SOURCE MATERIAL
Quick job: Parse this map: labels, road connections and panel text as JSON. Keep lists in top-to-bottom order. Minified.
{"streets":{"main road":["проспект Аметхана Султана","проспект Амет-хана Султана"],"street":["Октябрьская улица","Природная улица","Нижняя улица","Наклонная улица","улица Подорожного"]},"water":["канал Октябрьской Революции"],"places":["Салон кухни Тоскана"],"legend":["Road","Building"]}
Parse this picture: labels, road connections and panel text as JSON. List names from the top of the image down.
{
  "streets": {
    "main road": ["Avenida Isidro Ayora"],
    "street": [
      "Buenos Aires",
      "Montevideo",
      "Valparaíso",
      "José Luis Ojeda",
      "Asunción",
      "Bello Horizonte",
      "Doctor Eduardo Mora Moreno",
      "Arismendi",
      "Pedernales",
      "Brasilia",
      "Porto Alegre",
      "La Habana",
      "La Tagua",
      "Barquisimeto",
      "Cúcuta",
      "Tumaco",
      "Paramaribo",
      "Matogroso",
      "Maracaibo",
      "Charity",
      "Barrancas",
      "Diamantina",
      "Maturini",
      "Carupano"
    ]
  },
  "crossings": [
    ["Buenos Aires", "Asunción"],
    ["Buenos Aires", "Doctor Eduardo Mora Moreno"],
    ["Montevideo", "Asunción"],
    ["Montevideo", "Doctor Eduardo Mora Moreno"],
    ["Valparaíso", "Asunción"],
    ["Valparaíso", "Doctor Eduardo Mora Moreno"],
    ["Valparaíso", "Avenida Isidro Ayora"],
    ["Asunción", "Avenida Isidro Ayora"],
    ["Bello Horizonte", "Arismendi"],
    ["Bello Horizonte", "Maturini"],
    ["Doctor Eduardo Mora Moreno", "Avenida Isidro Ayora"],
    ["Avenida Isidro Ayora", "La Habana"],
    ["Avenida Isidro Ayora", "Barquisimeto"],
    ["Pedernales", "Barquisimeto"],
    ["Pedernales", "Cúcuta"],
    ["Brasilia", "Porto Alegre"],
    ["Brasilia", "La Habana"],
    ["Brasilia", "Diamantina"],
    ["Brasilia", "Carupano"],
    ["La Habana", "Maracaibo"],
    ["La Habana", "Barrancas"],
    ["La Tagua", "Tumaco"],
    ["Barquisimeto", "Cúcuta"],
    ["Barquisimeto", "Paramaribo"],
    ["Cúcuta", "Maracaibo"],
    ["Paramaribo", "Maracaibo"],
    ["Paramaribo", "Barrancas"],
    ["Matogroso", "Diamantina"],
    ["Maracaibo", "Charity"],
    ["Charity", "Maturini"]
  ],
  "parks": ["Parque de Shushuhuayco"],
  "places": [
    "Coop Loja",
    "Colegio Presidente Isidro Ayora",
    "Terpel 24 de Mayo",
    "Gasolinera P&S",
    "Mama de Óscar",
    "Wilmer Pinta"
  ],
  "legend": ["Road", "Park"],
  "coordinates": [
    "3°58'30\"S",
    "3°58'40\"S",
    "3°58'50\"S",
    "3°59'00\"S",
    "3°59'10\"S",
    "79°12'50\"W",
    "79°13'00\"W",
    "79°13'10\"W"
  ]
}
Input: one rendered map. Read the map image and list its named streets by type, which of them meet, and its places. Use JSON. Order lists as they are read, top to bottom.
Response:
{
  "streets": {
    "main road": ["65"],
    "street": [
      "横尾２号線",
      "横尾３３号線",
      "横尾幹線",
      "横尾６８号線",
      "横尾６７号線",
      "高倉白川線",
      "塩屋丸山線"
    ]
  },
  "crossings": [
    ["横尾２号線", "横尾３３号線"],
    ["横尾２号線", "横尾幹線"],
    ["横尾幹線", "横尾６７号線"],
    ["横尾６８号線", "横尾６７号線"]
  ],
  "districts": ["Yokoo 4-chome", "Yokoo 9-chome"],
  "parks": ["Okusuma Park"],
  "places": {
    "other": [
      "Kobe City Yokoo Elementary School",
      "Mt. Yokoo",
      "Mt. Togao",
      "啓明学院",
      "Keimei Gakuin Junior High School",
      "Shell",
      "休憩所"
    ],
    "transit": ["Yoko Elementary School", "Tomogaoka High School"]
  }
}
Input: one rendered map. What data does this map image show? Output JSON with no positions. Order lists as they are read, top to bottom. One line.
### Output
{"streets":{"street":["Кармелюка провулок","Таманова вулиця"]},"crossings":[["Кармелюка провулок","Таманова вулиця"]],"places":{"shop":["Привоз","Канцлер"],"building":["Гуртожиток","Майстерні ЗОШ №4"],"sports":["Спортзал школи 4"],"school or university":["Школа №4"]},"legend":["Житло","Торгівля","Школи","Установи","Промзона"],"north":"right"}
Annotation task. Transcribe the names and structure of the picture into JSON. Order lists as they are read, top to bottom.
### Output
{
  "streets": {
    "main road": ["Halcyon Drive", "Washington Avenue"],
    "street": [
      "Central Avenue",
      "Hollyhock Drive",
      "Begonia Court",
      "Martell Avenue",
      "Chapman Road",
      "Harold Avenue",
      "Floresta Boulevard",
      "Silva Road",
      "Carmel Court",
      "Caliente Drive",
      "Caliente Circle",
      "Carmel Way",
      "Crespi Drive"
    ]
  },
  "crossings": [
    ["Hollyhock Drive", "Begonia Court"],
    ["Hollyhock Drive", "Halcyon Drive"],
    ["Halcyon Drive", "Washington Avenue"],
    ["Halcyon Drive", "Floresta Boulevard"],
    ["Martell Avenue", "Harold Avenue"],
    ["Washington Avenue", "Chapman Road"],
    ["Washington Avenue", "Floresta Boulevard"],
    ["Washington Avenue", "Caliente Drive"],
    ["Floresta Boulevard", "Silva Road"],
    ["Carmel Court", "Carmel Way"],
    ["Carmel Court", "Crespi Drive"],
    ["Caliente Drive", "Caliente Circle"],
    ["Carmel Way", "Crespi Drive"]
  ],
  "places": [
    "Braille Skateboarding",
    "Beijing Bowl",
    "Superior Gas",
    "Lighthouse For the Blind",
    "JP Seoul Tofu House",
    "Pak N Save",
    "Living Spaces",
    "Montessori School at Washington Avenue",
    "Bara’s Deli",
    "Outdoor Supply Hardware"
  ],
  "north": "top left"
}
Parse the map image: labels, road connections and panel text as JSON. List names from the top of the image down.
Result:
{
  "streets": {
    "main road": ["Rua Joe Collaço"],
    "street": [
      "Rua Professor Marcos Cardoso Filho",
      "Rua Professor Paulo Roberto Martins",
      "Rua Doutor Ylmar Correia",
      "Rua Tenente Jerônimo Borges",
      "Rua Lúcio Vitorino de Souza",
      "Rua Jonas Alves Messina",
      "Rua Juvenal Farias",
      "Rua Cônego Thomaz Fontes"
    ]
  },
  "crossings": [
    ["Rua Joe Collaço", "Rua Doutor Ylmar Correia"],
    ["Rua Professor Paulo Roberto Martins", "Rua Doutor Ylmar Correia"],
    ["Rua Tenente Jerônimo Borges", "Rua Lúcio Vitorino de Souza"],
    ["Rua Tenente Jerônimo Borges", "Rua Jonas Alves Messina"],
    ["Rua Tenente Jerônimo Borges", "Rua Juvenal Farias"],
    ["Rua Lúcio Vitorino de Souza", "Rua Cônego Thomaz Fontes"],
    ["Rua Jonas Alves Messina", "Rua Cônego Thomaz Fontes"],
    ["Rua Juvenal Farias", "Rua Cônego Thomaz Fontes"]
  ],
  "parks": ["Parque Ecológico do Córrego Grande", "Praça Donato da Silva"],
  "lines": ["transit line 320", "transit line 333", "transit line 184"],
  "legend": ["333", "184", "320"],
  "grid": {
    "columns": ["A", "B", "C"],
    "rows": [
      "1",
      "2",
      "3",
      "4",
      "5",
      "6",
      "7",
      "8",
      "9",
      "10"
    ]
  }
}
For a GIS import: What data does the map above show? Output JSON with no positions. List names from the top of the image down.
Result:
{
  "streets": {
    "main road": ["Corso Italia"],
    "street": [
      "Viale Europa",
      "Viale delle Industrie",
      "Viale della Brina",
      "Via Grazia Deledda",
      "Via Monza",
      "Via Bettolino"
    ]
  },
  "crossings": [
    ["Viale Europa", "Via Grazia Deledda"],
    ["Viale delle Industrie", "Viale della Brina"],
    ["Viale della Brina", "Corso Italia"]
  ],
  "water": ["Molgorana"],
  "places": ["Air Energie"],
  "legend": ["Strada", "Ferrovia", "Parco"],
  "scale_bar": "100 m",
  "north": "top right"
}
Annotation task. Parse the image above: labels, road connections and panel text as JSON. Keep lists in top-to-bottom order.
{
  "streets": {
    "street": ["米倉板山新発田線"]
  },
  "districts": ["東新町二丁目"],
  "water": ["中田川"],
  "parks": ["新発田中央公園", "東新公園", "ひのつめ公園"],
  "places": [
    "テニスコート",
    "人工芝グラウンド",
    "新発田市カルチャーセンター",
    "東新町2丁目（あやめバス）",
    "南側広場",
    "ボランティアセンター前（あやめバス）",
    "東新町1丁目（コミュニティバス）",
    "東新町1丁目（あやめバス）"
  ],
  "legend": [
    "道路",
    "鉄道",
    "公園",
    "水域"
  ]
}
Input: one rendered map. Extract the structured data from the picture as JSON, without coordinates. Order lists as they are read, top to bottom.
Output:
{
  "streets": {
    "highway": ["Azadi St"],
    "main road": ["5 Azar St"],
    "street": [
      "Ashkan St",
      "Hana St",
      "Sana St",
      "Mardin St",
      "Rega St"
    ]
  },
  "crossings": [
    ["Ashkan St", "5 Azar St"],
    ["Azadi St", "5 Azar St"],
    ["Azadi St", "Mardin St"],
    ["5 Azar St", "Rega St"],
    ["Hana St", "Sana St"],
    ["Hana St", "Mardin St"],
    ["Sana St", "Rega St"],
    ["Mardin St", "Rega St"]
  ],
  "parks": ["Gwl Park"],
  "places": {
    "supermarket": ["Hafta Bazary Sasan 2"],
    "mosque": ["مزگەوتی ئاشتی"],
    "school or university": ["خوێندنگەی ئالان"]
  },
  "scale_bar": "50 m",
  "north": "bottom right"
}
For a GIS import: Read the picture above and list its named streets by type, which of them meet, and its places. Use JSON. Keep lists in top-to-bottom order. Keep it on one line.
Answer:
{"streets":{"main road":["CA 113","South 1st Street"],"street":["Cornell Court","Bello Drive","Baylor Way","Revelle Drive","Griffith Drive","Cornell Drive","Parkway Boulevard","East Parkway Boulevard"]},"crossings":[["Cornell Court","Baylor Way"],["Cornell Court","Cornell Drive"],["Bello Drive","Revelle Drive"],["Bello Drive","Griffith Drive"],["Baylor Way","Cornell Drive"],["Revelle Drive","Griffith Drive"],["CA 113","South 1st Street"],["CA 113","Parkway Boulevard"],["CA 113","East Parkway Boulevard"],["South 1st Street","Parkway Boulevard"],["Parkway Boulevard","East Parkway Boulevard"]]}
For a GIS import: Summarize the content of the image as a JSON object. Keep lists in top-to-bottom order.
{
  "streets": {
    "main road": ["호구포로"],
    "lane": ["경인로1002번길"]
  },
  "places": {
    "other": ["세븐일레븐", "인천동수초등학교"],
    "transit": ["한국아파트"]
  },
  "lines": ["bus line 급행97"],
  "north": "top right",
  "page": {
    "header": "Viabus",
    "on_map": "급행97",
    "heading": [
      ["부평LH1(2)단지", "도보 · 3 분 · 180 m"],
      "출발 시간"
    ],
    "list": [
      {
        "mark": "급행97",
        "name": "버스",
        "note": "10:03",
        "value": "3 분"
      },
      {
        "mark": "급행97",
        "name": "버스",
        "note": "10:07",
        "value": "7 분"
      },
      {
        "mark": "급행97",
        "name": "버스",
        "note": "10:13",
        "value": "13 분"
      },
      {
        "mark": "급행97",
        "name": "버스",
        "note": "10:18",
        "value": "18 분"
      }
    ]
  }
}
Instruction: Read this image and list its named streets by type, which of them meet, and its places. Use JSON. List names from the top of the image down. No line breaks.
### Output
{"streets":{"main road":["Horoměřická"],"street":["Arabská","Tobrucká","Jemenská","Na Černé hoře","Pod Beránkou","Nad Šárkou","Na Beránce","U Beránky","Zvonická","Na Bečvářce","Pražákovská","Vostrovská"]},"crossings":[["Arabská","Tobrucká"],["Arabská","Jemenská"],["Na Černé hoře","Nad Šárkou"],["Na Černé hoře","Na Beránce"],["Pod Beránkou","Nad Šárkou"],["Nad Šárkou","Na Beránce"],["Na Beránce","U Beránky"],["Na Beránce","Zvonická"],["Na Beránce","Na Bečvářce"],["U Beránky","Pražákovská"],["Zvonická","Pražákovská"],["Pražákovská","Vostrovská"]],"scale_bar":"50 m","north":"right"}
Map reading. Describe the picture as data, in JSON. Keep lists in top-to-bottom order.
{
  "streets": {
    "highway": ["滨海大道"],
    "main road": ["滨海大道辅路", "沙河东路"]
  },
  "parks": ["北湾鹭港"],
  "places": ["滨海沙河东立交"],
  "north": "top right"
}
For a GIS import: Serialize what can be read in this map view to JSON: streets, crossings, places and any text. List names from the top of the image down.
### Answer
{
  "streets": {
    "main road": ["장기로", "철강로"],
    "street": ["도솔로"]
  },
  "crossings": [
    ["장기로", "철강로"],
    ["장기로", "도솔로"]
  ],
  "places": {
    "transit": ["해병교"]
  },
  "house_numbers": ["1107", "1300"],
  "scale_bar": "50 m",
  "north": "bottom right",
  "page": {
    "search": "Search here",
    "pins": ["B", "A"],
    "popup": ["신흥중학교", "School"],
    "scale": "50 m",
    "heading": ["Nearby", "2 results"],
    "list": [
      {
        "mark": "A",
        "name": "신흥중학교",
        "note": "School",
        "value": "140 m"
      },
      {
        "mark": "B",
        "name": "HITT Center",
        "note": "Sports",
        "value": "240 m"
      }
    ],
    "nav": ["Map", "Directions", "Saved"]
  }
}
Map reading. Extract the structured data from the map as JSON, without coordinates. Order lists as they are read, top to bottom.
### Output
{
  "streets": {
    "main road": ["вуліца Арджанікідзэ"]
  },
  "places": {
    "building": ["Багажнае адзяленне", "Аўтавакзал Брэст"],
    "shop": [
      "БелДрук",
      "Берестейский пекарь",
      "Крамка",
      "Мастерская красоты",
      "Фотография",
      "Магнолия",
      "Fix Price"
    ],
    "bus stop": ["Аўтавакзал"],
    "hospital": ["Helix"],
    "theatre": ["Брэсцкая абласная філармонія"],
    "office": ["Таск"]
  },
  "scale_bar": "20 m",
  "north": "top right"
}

REQUIRED ACTION
Please tally the lines of the material that contain the word "they", then give the total alone.

SOLVED EXERCISE
5